--- Exercise aim ---
Reproduce each record exactly.

--- Records for the task ---
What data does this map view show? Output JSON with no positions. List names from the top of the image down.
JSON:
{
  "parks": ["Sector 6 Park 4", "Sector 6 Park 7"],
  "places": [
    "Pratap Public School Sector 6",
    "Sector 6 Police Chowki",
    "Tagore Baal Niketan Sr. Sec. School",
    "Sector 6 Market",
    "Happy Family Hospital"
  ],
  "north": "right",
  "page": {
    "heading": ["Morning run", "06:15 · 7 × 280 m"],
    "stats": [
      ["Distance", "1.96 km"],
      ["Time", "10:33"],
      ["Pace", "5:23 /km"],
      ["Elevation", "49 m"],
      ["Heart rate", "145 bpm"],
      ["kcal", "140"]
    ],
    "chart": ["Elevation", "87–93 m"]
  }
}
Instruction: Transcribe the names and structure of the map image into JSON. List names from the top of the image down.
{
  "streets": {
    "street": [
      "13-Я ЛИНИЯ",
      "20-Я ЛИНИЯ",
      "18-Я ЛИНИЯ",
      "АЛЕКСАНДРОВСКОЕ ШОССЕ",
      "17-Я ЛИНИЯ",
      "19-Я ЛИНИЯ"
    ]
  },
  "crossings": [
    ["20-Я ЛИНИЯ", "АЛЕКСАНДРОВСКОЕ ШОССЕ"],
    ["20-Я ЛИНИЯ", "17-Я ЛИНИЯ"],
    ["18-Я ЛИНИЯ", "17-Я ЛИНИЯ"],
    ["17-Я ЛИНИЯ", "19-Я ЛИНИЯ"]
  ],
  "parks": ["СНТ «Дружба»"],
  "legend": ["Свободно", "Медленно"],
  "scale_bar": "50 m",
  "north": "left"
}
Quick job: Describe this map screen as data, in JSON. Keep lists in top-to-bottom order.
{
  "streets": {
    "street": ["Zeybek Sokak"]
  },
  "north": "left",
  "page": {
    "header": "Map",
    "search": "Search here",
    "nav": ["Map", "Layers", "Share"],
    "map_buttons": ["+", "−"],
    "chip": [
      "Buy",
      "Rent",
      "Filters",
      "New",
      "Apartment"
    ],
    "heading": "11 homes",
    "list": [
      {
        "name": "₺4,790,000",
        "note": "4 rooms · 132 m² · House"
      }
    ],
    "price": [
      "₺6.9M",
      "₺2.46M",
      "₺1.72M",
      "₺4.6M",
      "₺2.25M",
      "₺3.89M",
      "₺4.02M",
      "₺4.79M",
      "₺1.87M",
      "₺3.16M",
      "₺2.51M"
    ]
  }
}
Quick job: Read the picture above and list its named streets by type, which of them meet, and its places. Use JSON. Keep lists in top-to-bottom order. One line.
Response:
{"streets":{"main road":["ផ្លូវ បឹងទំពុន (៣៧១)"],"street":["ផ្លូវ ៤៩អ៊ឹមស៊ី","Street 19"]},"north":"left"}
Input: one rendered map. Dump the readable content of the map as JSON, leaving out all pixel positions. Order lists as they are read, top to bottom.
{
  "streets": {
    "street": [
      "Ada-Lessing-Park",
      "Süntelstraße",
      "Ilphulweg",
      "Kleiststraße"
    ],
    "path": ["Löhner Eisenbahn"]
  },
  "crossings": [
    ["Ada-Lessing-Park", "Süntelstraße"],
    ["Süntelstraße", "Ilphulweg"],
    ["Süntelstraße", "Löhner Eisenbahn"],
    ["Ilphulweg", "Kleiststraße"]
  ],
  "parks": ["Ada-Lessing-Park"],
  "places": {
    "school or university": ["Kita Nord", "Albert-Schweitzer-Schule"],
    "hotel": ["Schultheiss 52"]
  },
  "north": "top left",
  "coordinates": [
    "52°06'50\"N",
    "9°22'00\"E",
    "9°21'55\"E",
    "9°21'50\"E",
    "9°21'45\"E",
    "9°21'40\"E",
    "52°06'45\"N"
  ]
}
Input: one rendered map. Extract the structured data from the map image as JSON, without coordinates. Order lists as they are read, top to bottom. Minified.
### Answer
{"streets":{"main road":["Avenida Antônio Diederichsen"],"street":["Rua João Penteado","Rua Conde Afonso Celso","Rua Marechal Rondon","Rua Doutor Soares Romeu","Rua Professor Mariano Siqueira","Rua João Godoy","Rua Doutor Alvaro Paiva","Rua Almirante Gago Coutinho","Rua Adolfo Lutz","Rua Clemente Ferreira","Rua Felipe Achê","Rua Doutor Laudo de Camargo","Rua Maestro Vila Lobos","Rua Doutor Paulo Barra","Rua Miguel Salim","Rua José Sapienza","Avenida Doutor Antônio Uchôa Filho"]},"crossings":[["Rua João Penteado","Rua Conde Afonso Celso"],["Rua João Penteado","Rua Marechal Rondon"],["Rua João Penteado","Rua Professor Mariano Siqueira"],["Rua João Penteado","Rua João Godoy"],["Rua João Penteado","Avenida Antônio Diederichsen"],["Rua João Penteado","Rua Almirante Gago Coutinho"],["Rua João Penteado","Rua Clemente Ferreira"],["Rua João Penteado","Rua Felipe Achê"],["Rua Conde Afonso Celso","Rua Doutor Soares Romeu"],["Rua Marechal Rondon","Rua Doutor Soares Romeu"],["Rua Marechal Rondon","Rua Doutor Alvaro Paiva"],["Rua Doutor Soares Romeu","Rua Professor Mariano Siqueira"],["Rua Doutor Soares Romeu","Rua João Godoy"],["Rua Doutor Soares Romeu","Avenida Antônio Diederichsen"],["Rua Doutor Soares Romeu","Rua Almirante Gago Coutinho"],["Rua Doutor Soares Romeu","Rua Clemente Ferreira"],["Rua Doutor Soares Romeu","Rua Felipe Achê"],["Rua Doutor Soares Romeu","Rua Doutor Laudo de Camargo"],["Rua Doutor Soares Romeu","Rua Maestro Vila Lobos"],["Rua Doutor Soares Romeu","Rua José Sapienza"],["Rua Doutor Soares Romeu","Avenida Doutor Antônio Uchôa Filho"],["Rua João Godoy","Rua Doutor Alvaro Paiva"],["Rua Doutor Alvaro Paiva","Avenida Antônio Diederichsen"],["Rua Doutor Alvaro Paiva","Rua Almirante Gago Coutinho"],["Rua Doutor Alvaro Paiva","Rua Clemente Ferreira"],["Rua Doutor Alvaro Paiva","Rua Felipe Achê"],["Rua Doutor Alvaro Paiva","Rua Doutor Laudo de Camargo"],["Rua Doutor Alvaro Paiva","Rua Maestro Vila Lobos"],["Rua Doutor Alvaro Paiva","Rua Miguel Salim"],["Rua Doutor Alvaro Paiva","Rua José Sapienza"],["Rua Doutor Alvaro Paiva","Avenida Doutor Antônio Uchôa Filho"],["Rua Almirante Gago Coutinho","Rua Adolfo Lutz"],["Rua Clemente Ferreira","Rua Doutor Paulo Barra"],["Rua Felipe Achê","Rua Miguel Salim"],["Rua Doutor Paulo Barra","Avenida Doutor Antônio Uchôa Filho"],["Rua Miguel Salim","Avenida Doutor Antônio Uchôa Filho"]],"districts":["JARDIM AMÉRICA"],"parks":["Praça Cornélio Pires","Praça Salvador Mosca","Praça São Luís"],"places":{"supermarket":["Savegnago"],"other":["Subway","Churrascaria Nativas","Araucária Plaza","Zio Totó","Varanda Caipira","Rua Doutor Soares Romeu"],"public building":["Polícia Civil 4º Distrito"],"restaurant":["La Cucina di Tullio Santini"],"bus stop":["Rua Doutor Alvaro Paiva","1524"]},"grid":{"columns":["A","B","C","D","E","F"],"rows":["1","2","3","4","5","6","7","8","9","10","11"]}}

--- Output of the exercise ---
What data does this map view show? Output JSON with no positions. List names from the top of the image down.
JSON:
{
  "parks": ["Sector 6 Park 4", "Sector 6 Park 7"],
  "places": [
    "Pratap Public School Sector 6",
    "Sector 6 Police Chowki",
    "Tagore Baal Niketan Sr. Sec. School",
    "Sector 6 Market",
    "Happy Family Hospital"
  ],
  "north": "right",
  "page": {
    "heading": ["Morning run", "06:15 · 7 × 280 m"],
    "stats": [
      ["Distance", "1.96 km"],
      ["Time", "10:33"],
      ["Pace", "5:23 /km"],
      ["Elevation", "49 m"],
      ["Heart rate", "145 bpm"],
      ["kcal", "140"]
    ],
    "chart": ["Elevation", "87–93 m"]
  }
}
Instruction: Transcribe the names and structure of the map image into JSON. List names from the top of the image down.
{
  "streets": {
    "street": [
      "13-Я ЛИНИЯ",
      "20-Я ЛИНИЯ",
      "18-Я ЛИНИЯ",
      "АЛЕКСАНДРОВСКОЕ ШОССЕ",
      "17-Я ЛИНИЯ",
      "19-Я ЛИНИЯ"
    ]
  },
  "crossings": [
    ["20-Я ЛИНИЯ", "АЛЕКСАНДРОВСКОЕ ШОССЕ"],
    ["20-Я ЛИНИЯ", "17-Я ЛИНИЯ"],
    ["18-Я ЛИНИЯ", "17-Я ЛИНИЯ"],
    ["17-Я ЛИНИЯ", "19-Я ЛИНИЯ"]
  ],
  "parks": ["СНТ «Дружба»"],
  "legend": ["Свободно", "Медленно"],
  "scale_bar": "50 m",
  "north": "left"
}
Quick job: Describe this map screen as data, in JSON. Keep lists in top-to-bottom order.
{
  "streets": {
    "street": ["Zeybek Sokak"]
  },
  "north": "left",
  "page": {
    "header": "Map",
    "search": "Search here",
    "nav": ["Map", "Layers", "Share"],
    "map_buttons": ["+", "−"],
    "chip": [
      "Buy",
      "Rent",
      "Filters",
      "New",
      "Apartment"
    ],
    "heading": "11 homes",
    "list": [
      {
        "name": "₺4,790,000",
        "note": "4 rooms · 132 m² · House"
      }
    ],
    "price": [
      "₺6.9M",
      "₺2.46M",
      "₺1.72M",
      "₺4.6M",
      "₺2.25M",
      "₺3.89M",
      "₺4.02M",
      "₺4.79M",
      "₺1.87M",
      "₺3.16M",
      "₺2.51M"
    ]
  }
}
Quick job: Read the picture above and list its named streets by type, which of them meet, and its places. Use JSON. Keep lists in top-to-bottom order. One line.
Response:
{"streets":{"main road":["ផ្លូវ បឹងទំពុន (៣៧១)"],"street":["ផ្លូវ ៤៩អ៊ឹមស៊ី","Street 19"]},"north":"left"}
Input: one rendered map. Dump the readable content of the map as JSON, leaving out all pixel positions. Order lists as they are read, top to bottom.
{
  "streets": {
    "street": [
      "Ada-Lessing-Park",
      "Süntelstraße",
      "Ilphulweg",
      "Kleiststraße"
    ],
    "path": ["Löhner Eisenbahn"]
  },
  "crossings": [
    ["Ada-Lessing-Park", "Süntelstraße"],
    ["Süntelstraße", "Ilphulweg"],
    ["Süntelstraße", "Löhner Eisenbahn"],
    ["Ilphulweg", "Kleiststraße"]
  ],
  "parks": ["Ada-Lessing-Park"],
  "places": {
    "school or university": ["Kita Nord", "Albert-Schweitzer-Schule"],
    "hotel": ["Schultheiss 52"]
  },
  "north": "top left",
  "coordinates": [
    "52°06'50\"N",
    "9°22'00\"E",
    "9°21'55\"E",
    "9°21'50\"E",
    "9°21'45\"E",
    "9°21'40\"E",
    "52°06'45\"N"
  ]
}
Input: one rendered map. Extract the structured data from the map image as JSON, without coordinates. Order lists as they are read, top to bottom. Minified.
### Answer
{"streets":{"main road":["Avenida Antônio Diederichsen"],"street":["Rua João Penteado","Rua Conde Afonso Celso","Rua Marechal Rondon","Rua Doutor Soares Romeu","Rua Professor Mariano Siqueira","Rua João Godoy","Rua Doutor Alvaro Paiva","Rua Almirante Gago Coutinho","Rua Adolfo Lutz","Rua Clemente Ferreira","Rua Felipe Achê","Rua Doutor Laudo de Camargo","Rua Maestro Vila Lobos","Rua Doutor Paulo Barra","Rua Miguel Salim","Rua José Sapienza","Avenida Doutor Antônio Uchôa Filho"]},"crossings":[["Rua João Penteado","Rua Conde Afonso Celso"],["Rua João Penteado","Rua Marechal Rondon"],["Rua João Penteado","Rua Professor Mariano Siqueira"],["Rua João Penteado","Rua João Godoy"],["Rua João Penteado","Avenida Antônio Diederichsen"],["Rua João Penteado","Rua Almirante Gago Coutinho"],["Rua João Penteado","Rua Clemente Ferreira"],["Rua João Penteado","Rua Felipe Achê"],["Rua Conde Afonso Celso","Rua Doutor Soares Romeu"],["Rua Marechal Rondon","Rua Doutor Soares Romeu"],["Rua Marechal Rondon","Rua Doutor Alvaro Paiva"],["Rua Doutor Soares Romeu","Rua Professor Mariano Siqueira"],["Rua Doutor Soares Romeu","Rua João Godoy"],["Rua Doutor Soares Romeu","Avenida Antônio Diederichsen"],["Rua Doutor Soares Romeu","Rua Almirante Gago Coutinho"],["Rua Doutor Soares Romeu","Rua Clemente Ferreira"],["Rua Doutor Soares Romeu","Rua Felipe Achê"],["Rua Doutor Soares Romeu","Rua Doutor Laudo de Camargo"],["Rua Doutor Soares Romeu","Rua Maestro Vila Lobos"],["Rua Doutor Soares Romeu","Rua José Sapienza"],["Rua Doutor Soares Romeu","Avenida Doutor Antônio Uchôa Filho"],["Rua João Godoy","Rua Doutor Alvaro Paiva"],["Rua Doutor Alvaro Paiva","Avenida Antônio Diederichsen"],["Rua Doutor Alvaro Paiva","Rua Almirante Gago Coutinho"],["Rua Doutor Alvaro Paiva","Rua Clemente Ferreira"],["Rua Doutor Alvaro Paiva","Rua Felipe Achê"],["Rua Doutor Alvaro Paiva","Rua Doutor Laudo de Camargo"],["Rua Doutor Alvaro Paiva","Rua Maestro Vila Lobos"],["Rua Doutor Alvaro Paiva","Rua Miguel Salim"],["Rua Doutor Alvaro Paiva","Rua José Sapienza"],["Rua Doutor Alvaro Paiva","Avenida Doutor Antônio Uchôa Filho"],["Rua Almirante Gago Coutinho","Rua Adolfo Lutz"],["Rua Clemente Ferreira","Rua Doutor Paulo Barra"],["Rua Felipe Achê","Rua Miguel Salim"],["Rua Doutor Paulo Barra","Avenida Doutor Antônio Uchôa Filho"],["Rua Miguel Salim","Avenida Doutor Antônio Uchôa Filho"]],"districts":["JARDIM AMÉRICA"],"parks":["Praça Cornélio Pires","Praça Salvador Mosca","Praça São Luís"],"places":{"supermarket":["Savegnago"],"other":["Subway","Churrascaria Nativas","Araucária Plaza","Zio Totó","Varanda Caipira","Rua Doutor Soares Romeu"],"public building":["Polícia Civil 4º Distrito"],"restaurant":["La Cucina di Tullio Santini"],"bus stop":["Rua Doutor Alvaro Paiva","1524"]},"grid":{"columns":["A","B","C","D","E","F"],"rows":["1","2","3","4","5","6","7","8","9","10","11"]}}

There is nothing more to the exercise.